Historia de la Fisioterapia

Las dos guerras mundiales hacen que en los países occidentales se ponga de manifiesto la necesidad de atender de forma adecuada a la ingente cantidad de personas con amputaciones en el aparato locomotor que generaron disfunciones, que repercutieron en la población, provocando déficits funcionales. A esta situación se sumaron enfermedades consideradas entonces como endémicas. El ejemplo más claro es la Poliomelitis, que afectaba a un gran número de la población infantil, provocando situaciones altamente invalidantes para el individuo. Los cirujanos ortopédicos y traumatólogos mejoraron la situación de muchos pacientes con los tratamientos aplicados, pero faltaba una continuidad para tratar de restablecer la función perdida, ya fuera en su totalidad como en su suplencia funcional más adecuada en cada caso.

De estas necesidades surge el gran impulso de la Fisioterapia en el mundo Occidental. Así, tanto en EE.UU como en el Reino Unido, se registró un incremento notable de profesionales de la Fisioterapia, que se denominaron Physical Therapists y Physiotherapists, respectivamente. Este incremento se expandió poco tiempo después al resto de Europa, quedando tan solo España, Italia y Grecia sin incorporarlo hasta muchos años después.
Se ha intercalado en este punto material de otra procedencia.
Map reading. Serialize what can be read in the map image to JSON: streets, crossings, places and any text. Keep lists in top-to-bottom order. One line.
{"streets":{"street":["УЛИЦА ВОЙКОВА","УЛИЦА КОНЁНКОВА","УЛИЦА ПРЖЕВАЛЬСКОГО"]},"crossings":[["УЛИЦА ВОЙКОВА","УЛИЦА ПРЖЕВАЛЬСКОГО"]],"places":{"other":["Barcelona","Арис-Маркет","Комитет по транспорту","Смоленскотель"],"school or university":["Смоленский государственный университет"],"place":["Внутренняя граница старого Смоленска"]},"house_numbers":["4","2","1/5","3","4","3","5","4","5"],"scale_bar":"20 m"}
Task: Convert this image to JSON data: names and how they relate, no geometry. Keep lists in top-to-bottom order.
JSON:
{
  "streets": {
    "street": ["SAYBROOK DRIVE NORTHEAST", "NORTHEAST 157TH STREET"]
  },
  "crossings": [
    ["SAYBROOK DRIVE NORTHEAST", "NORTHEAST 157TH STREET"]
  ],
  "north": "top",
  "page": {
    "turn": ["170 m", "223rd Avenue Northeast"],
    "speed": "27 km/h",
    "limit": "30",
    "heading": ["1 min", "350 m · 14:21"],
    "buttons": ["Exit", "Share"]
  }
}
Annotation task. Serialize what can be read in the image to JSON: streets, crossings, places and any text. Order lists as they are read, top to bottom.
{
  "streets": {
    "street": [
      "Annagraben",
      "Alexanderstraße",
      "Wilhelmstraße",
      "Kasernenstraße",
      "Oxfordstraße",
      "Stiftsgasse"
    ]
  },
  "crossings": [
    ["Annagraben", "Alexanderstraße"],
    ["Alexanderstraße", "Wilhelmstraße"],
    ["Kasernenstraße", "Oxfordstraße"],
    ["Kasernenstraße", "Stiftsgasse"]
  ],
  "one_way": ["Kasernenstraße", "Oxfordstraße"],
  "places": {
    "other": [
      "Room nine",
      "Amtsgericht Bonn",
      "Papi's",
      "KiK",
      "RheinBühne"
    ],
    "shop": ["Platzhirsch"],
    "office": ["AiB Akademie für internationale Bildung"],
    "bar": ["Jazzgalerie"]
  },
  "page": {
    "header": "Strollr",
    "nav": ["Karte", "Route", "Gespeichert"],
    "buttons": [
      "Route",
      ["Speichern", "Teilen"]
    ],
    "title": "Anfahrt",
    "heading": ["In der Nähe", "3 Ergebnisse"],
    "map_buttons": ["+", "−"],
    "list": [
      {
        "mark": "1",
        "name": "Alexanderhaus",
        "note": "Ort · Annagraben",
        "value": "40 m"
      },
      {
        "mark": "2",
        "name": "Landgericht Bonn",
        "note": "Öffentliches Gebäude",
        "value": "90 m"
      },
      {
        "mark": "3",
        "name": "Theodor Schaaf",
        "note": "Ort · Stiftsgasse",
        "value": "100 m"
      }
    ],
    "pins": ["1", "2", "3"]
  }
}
Los efectos de la Guerra Civil Española y su largo período de post-guerra retrasaron lo que en los demás países se estaba haciendo en el campo de la Recuperación Funcional y la Fisioterapia. Así, en España, hasta 1957 no aparecen tímidas soluciones, encargadas a practicantes, enfermeras, damas de la Cruz Roja y otras personas, en el campo de la Fisioterapia.
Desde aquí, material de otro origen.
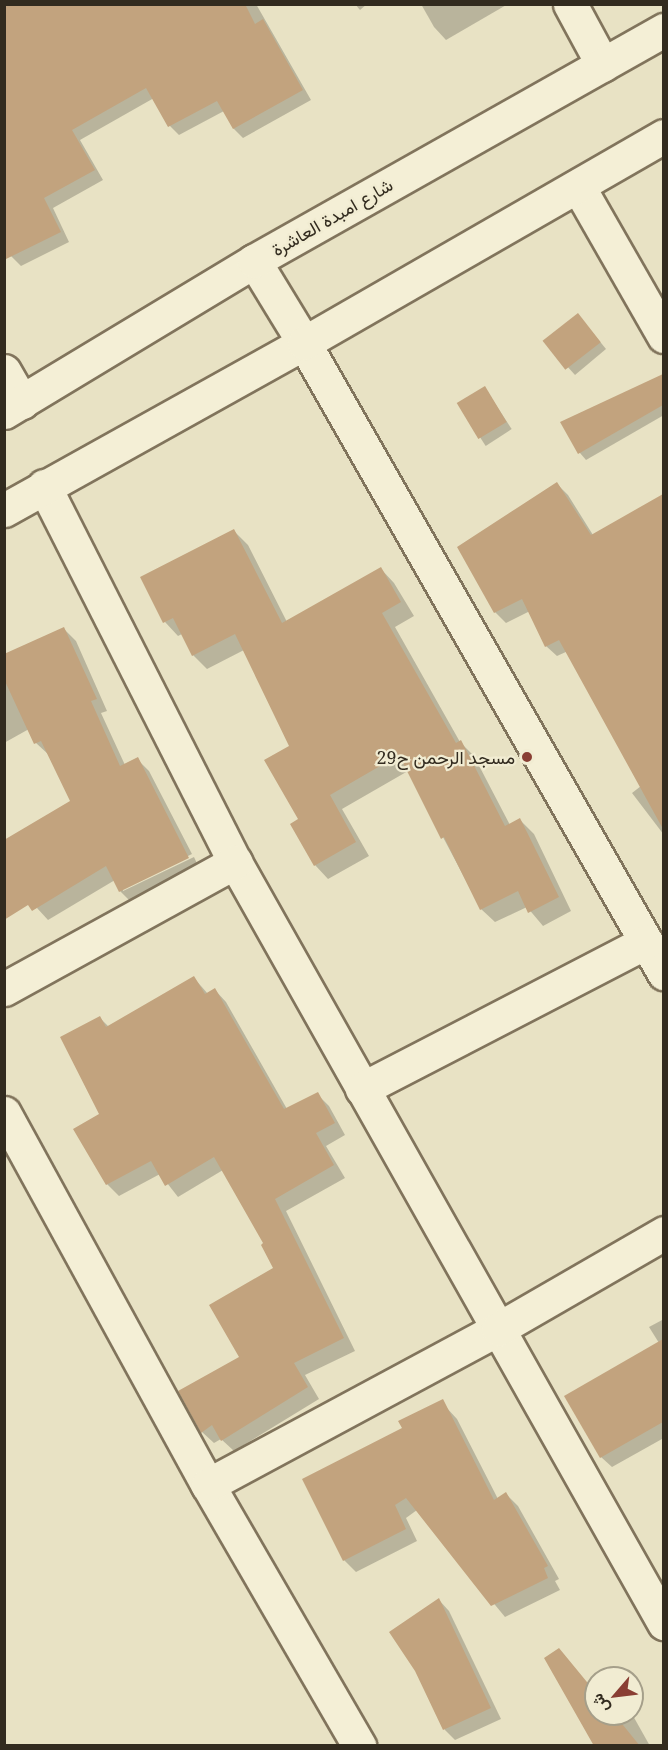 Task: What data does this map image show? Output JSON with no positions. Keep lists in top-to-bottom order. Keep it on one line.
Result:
{"streets":{"street":["شارع امبدة العاشرة"]},"places":["مسجد الرحمن ح29"],"north":"bottom left"}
La Fisioterapia nace oficialmente en España mediante el Decreto Ley de 26 de junio de 1957, «por el que se establece la especialidad de Fisioterapia, del Ayudante Técnico Sanitario, Practicante y Enfermeras, con dos años de formación y dependientes de las Facultades de Medicina». (BOE 23/08/1957). Con esta normativa se estructura la formación de los fisioterapeutas y, a todos los que estuvieran realizando funciones de fisioterapeuta con el título de ATS, Practicante o Enfermera, por medio se Resoluciones Complementarias se les da la oportunidad de conseguir el título de Especialista en Fisioterapia

Esta solución no era la adecuada, porque el currículum para Fisioterapia quedaba insuficiente, pues se destinaba demasiado a la formación generalista de ATS en relación con el escaso contenido formativo de utilidad para el posterior ejercicio profesional (el 70%). El reparto curricular para conseguir la titulación de Fisioterapia se basaba en tres años de formación en ATS, con una carga lectiva de 2.500 hroas, y dos años de Especialidad, con un contenido de 800 horas, lo que estaba muy distante a la tónica general de los demás países, en los que el número de horas destinadas a la formación del fisioterapeuta oscilaba en torno a las 3.000.
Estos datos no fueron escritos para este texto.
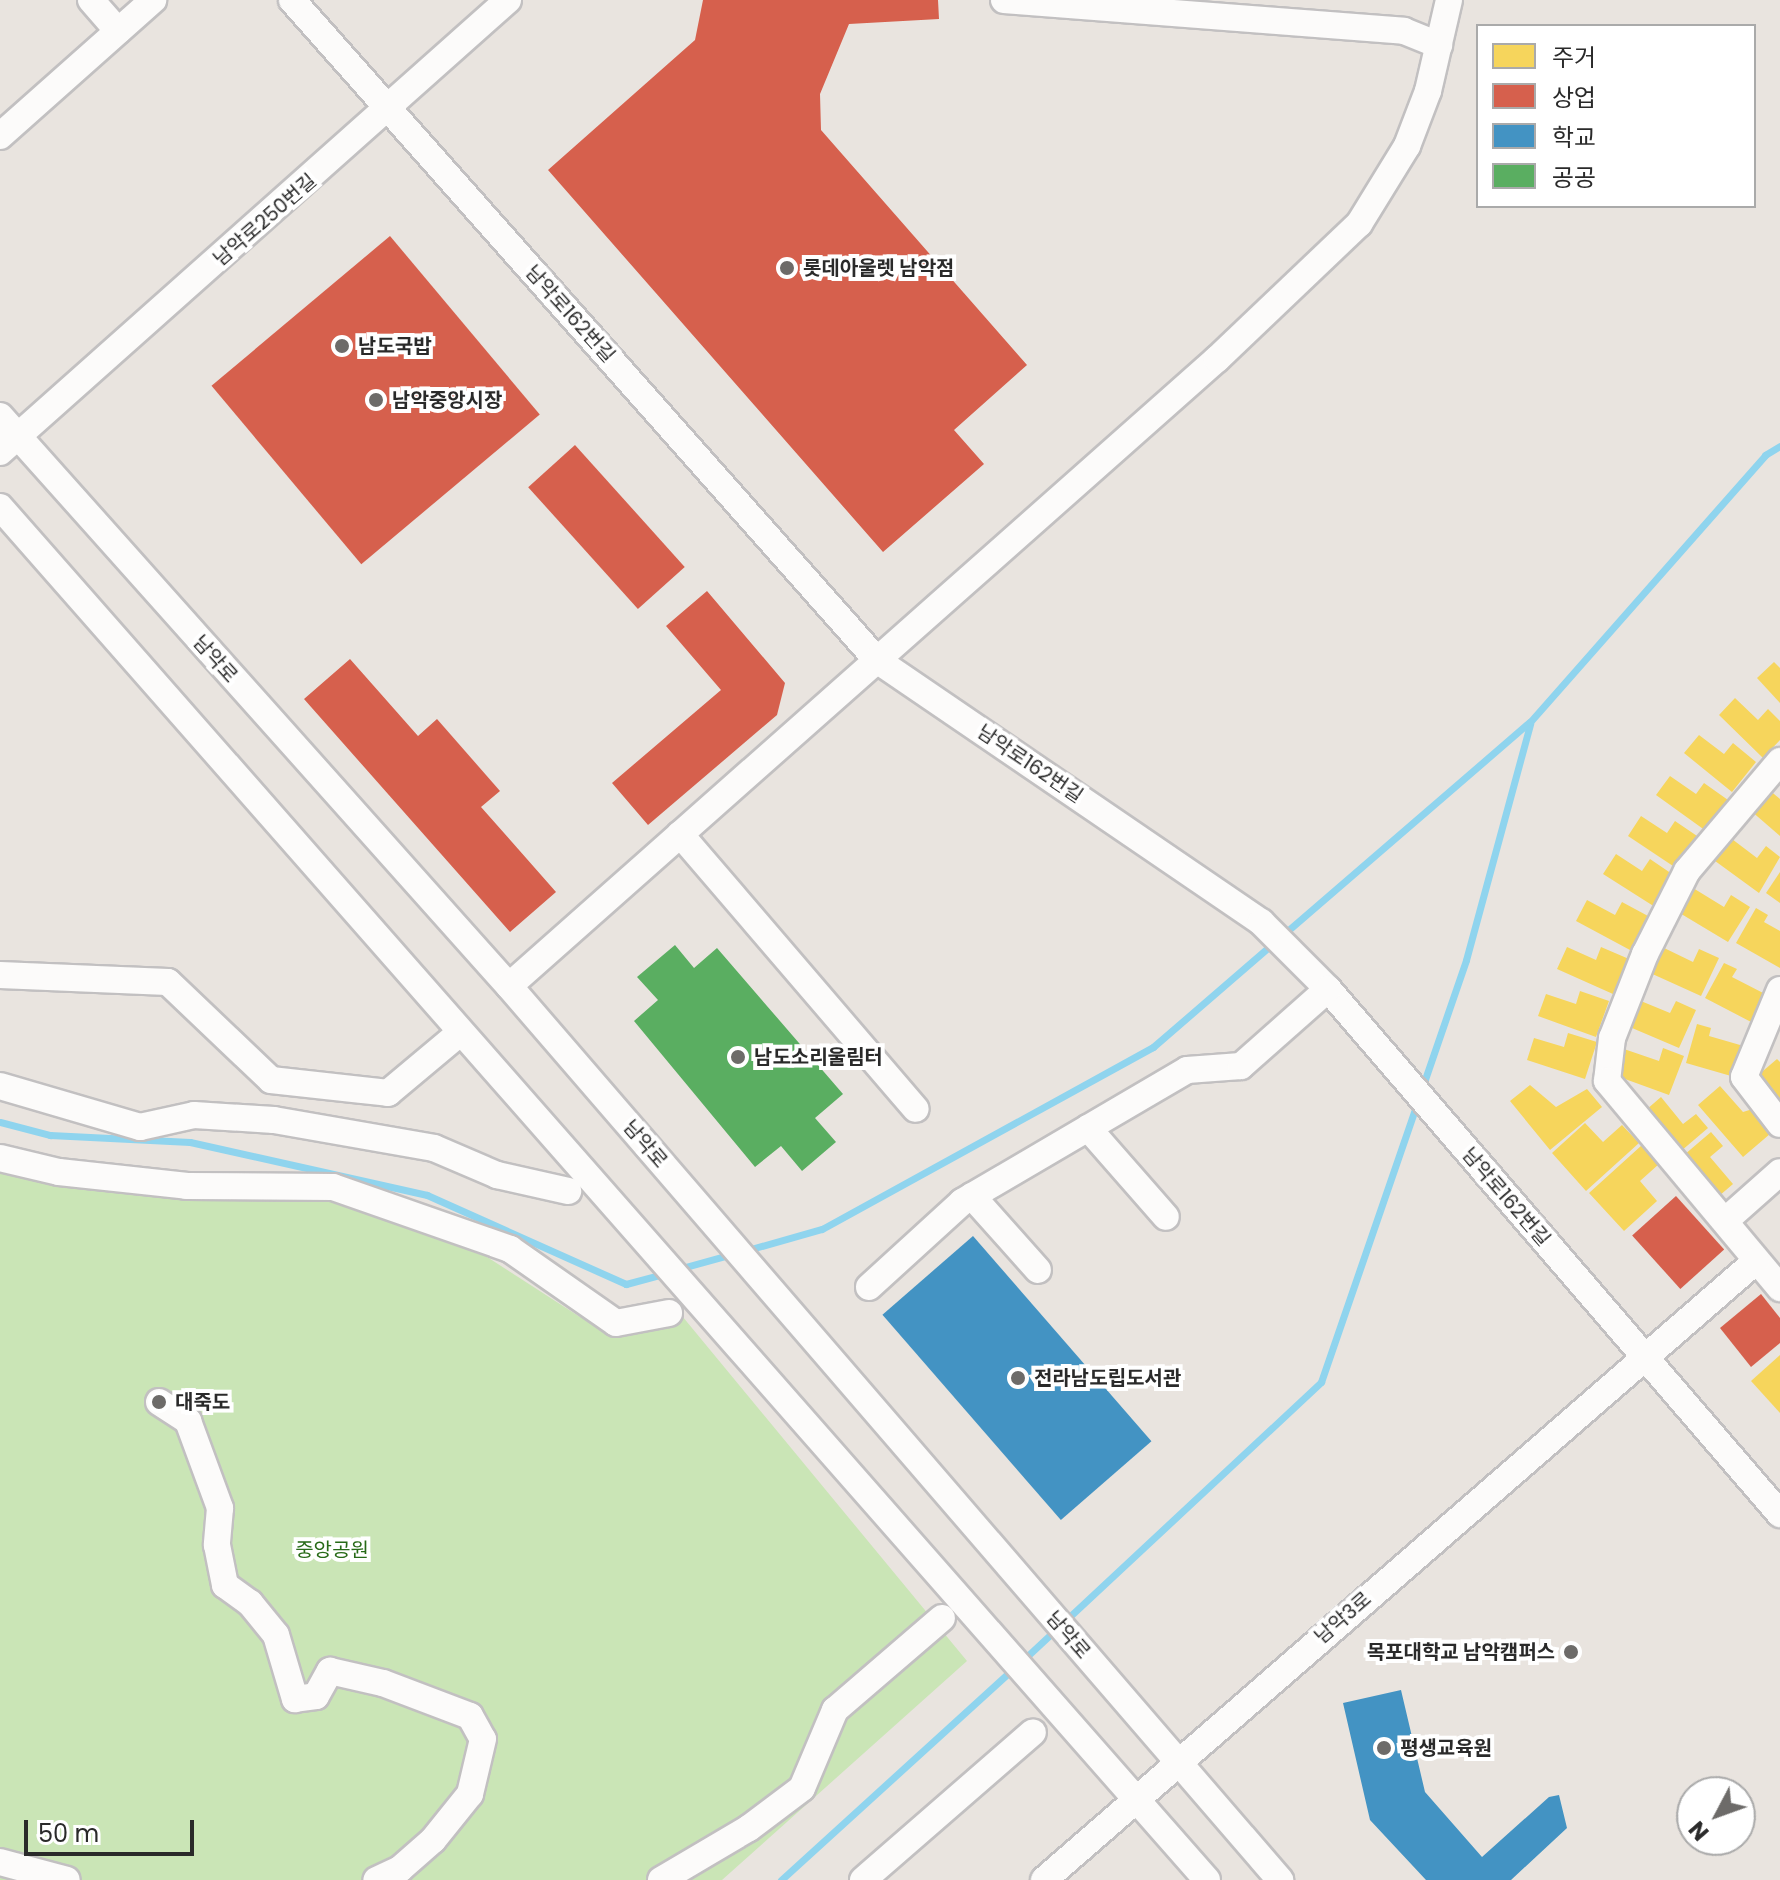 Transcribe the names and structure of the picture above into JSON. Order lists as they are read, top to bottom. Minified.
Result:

La Fisioterapia nace como carrera universitaria en España mediante el Real Decreto 2.965/80, de 12 de diciembre de 1980, «sobre la integración en la Universidad de los Estudios de Fisioterapia como Escuela Universitaria de Fisioterapia». (BOE 19/01/1981). Posteriormente, surge la Orden del Ministerio de Educación y Ciencia de 1 de junio de 1982, «por la que se establecen las Directrices para elaborar los Planes de Estudio de las Escuelas Universitarias de Fisioterapia». (BOE 4/06/1982). Con esta nueva normativa se cambian sustancialmente las premisas de formación, pasando de dos años de especialidad de ATS a tres años, dando la oportunidad de que ésta fuera más adecuada y enfocada a la Titulación de Diplomado en Fisioterapia, con una carga lectiva de 3.600 horas, homologable a lo contenido en los Planes de Estudio en la C.E.E.

Desde 1982 a 1986, periodo en el que salió la primera promoción de Diplomados en Fisioterapia, se produjo un parón en la evolución de la profesión, hasta que las Universidades españolas fueron incluyendo, poco a poco, los estudios de Fisioterapia dentro de los Departamentos de Ciencias de la Salud. Actualmente existen 24 Escuelas Universitarias de Fisioterapia, 18 de las cuales petenecen a Universidades públicas, con una media que se sitúa entre las 50 y 60 plazas, mientras que de las 6 restantes, 4 son privadas y 2 adscritas a Universidades Públicas. Señalar en este sentido que el número medio de plazas en las Escuelas Universitarias de Fisioterapia privadas se sitúa entre los 140 y 250 alumnos.